1907 entdeckten zwei Torfstecher im Bernuthsfeld bei Aurich die Leiche im Moor und dachten zunächst an ein Verbrechen. Aus Angst, unter Verdacht zu geraten, vergruben sie die sterblichen Überreste außerhalb ihres Grundstückes. Doch irgendwann beim Bier in der Kneipe plauderten die Männer ihr Geheimnis aus. "Gendarmeriemeister Bruns meldete den Fund und brachte den Fall ins Rollen", weiß Archäologe Jürgen Bär vom Ostfriesischen Landesmuseum in Emden.

Der "Mann vom Bernuthsfeld" hatte da schon durch die hastige Umbettung verdrehte Knochen, sein Körper veränderte sich durch die Berührung mit Luft und durch eine Trocknungsprozedur. "Andere Moorleichen wurden gar in einen Backofen geschoben oder mit diversen Chemikalien traktiert", hat Bär herausgefunden. "Manchmal blieben nur noch Haarbüschel übrig."

Für "Bernie" begann eine schlechte Zeit: 1910 wurde er nach Kiel zu Johanna Mestorf verschickt, die Begründerin der deutschen Moorleichenforschung. Ihre Untersuchungen weckten das Interesse eines Forschers in Berlin, der die Moorleiche aus Ostfriesland ins Völkerkunde-Museum der Hauptstadt holen wollte. "Wäre das geschehen, wäre "Bernies" Ruhestätte dort vermutlich im Zweiten Weltkrieg noch ausgebombt worden", vermutet Bär. Stattdessen musste die Moorleiche zur Konservierung noch etliche Prozeduren erdulden.

Die Knochen wurden mit Eisenstiften gedübelt, mit Löchern durchbohrt und mit Drähten durchstochen. "Wie eine Marionette", vergleicht Bär den Zustand des Skelettes, das durch die rostigen Drähte litt. Den fragwürdigen Abschluss bildete eine aufgeklebte Kunstharzschicht. Auch an seinem Ausstellungsort im Emder Museum musste Bernie noch einiges aushalten: Jahrzehntelang warfen Besucher durch einen Schlitz Münzen neben den Leichnam: Dieser Brauch sollte Glück bringen, führte aber auch zu Korrosionsschäden.

Heutzutage erforschen Paläopathologen mit modernen naturwissenschaftlichen Methoden Skelette, Mumien und Moorleichen.

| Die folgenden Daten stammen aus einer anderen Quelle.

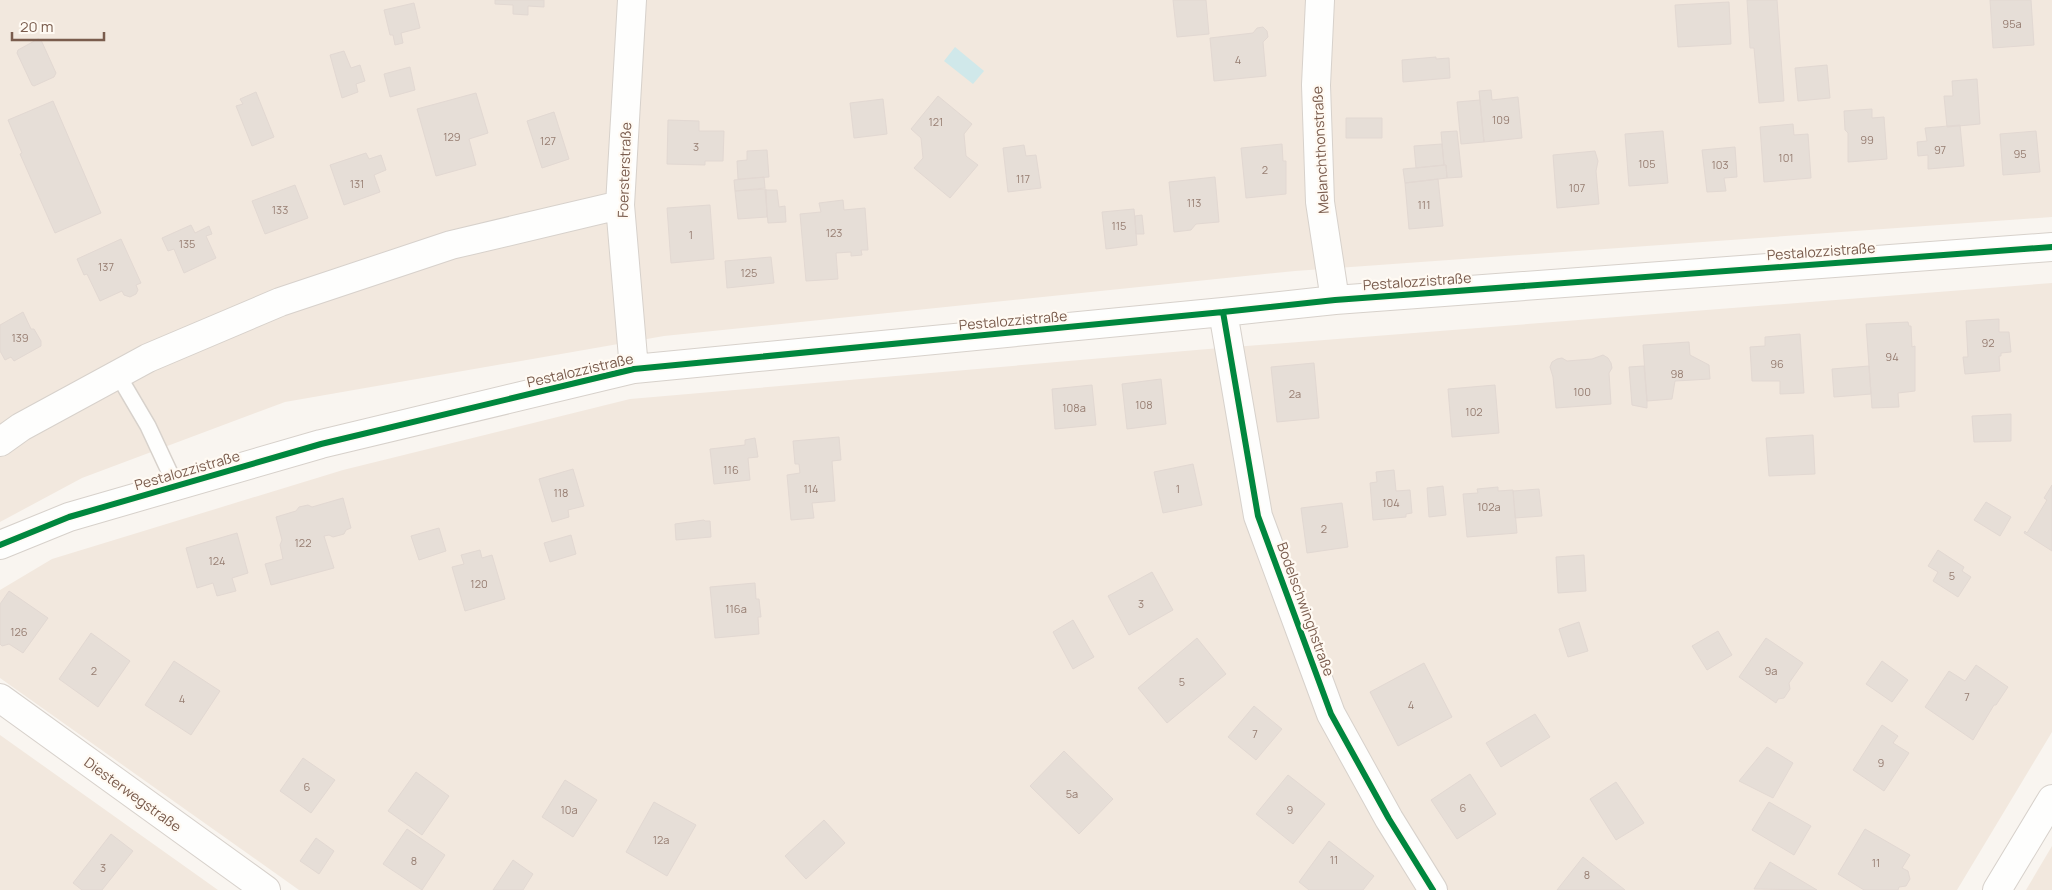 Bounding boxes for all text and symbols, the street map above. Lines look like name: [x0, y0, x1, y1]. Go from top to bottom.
scale bar: [12, 10, 105, 42]
text: 20 m: [20, 16, 53, 37]
house number: 95a: [2002, 16, 2022, 31]
house number: 4: [1235, 52, 1241, 67]
street label: Melanchthonstraße: [1307, 86, 1333, 214]
house number: 109: [1492, 112, 1510, 127]
house number: 121: [929, 114, 943, 129]
street label: Foersterstraße: [613, 122, 635, 218]
house number: 129: [443, 129, 461, 144]
house number: 99: [1860, 132, 1874, 147]
house number: 127: [540, 133, 556, 148]
house number: 3: [693, 139, 699, 154]
house number: 97: [1934, 142, 1946, 157]
house number: 95: [2013, 146, 2027, 161]
house number: 101: [1778, 150, 1794, 165]
house number: 105: [1638, 156, 1656, 171]
house number: 103: [1711, 157, 1729, 172]
house number: 2: [1262, 162, 1268, 177]
house number: 117: [1016, 171, 1030, 186]
house number: 131: [350, 176, 364, 191]
house number: 107: [1569, 180, 1585, 195]
house number: 113: [1187, 195, 1201, 210]
house number: 111: [1418, 197, 1430, 212]
house number: 133: [272, 202, 288, 217]
house number: 115: [1112, 218, 1126, 233]
house number: 123: [826, 225, 842, 240]
house number: 1: [689, 227, 693, 242]
house number: 135: [179, 236, 195, 251]
street label: Pestalozzistraße: [1766, 238, 1876, 264]
house number: 137: [98, 259, 114, 274]
house number: 125: [741, 265, 757, 280]
street label: Pestalozzistraße: [1362, 268, 1472, 294]
street label: Pestalozzistraße: [958, 306, 1068, 334]
house number: 139: [11, 330, 29, 345]
house number: 92: [1981, 335, 1995, 350]
street label: Pestalozzistraße: [525, 349, 635, 391]
house number: 94: [1885, 349, 1899, 364]
house number: 96: [1770, 356, 1784, 371]
house number: 98: [1670, 366, 1684, 381]
house number: 100: [1573, 384, 1591, 399]
house number: 2a: [1289, 386, 1301, 401]
house number: 108: [1135, 397, 1153, 412]
house number: 108a: [1062, 400, 1086, 415]
house number: 102: [1465, 404, 1483, 419]
street label: Pestalozzistraße: [132, 446, 242, 494]
house number: 116: [723, 462, 739, 477]
house number: 114: [803, 481, 819, 496]
house number: 1: [1176, 481, 1180, 496]
house number: 118: [554, 485, 568, 500]
house number: 104: [1382, 495, 1400, 510]
house number: 102a: [1477, 499, 1501, 514]
house number: 2: [1321, 521, 1327, 536]
house number: 122: [295, 535, 311, 550]
street label: Bodelschwinghstraße: [1273, 539, 1339, 679]
house number: 124: [209, 553, 225, 568]
house number: 5: [1949, 568, 1955, 583]
house number: 120: [470, 576, 488, 591]
house number: 3: [1138, 596, 1144, 611]
house number: 116a: [725, 601, 747, 616]
house number: 126: [10, 624, 28, 639]
house number: 2: [91, 663, 97, 678]
house number: 9a: [1765, 663, 1777, 678]
house number: 5: [1179, 674, 1185, 689]
house number: 7: [1964, 689, 1970, 704]
house number: 4: [179, 691, 185, 706]
house number: 4: [1408, 697, 1414, 712]
house number: 7: [1252, 726, 1258, 741]
street label: Diesterwegstraße: [81, 752, 185, 836]
house number: 9: [1878, 755, 1885, 770]
house number: 6: [304, 779, 311, 794]
house number: 5a: [1066, 786, 1078, 801]
house number: 6: [1460, 800, 1467, 815]
house number: 10a: [560, 802, 578, 817]
house number: 9: [1287, 802, 1294, 817]
house number: 12a: [653, 832, 669, 847]
house number: 11: [1330, 852, 1338, 867]
house number: 8: [411, 853, 417, 868]
house number: 11: [1872, 855, 1880, 870]
house number: 3: [100, 860, 106, 875]
house number: 8: [1584, 867, 1590, 882]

Nach Untersuchungen in Hamburg und Göttingen hat "Bernie" derzeit noch etwas Zeit zum Kuscheln mit "Moora": Beim Landesamt für Denkmalpflege wird er neben der berühmten Teenager-Moorleiche vorsichtig behandelt, um den schwarz verfärbten Kunstharz abzulösen.

In der zweiten Jahreshälfte soll das 1200 Jahre alte Skelett endlich wieder ins Emder Museum zurückkehren und auf einem neuen Bett, einer neutralen Unterlage, ruhen. In zwei bis drei Jahren könnte es sogar als lebensgroßen Modell wieder erstehen: Großrechner bei VW haben dafür riesige Datenpakete für dreidimensionale Bilder aufgezeichnet. "Weltweit ist er die vielleicht am besten untersuchte antike Leiche", vermutet der Archäologe.

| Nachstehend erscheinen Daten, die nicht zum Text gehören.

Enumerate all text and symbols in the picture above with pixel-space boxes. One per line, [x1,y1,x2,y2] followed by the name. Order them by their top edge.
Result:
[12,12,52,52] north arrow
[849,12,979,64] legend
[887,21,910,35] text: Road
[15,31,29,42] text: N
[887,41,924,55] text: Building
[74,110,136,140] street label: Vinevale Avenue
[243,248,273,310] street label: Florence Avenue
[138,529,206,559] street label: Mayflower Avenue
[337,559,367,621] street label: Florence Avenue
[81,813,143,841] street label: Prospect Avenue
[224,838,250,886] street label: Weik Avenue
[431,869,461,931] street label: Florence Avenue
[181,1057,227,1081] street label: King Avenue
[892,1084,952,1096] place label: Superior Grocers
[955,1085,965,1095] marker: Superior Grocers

"Untersuchungen an Moorleichen sind immer auch ein Spiegel über den aktuellen wissenschaftlichen Stand der Forschung. Das sollte am Beispiel von "Bernie" erstmals dargestellt werden."

Das Schicksal von Bernie hat aber auch wieder eine Diskussion über Ethik in der Forschung angestoßen. Das Emder Museum macht sich Gedanken über eine angemessene Präsentation in der Zukunft. "Die Moorleiche sollte nicht mehr wie früher nur zur Schau gestellt werden", sagt Museumsdirektor Carsten Jöhnk. Besucher sollten beim Anblick der Knochen nicht einfach erschaudern, sondern einen gestorbenen Menschen in seinem damaligen Umfeld erleben.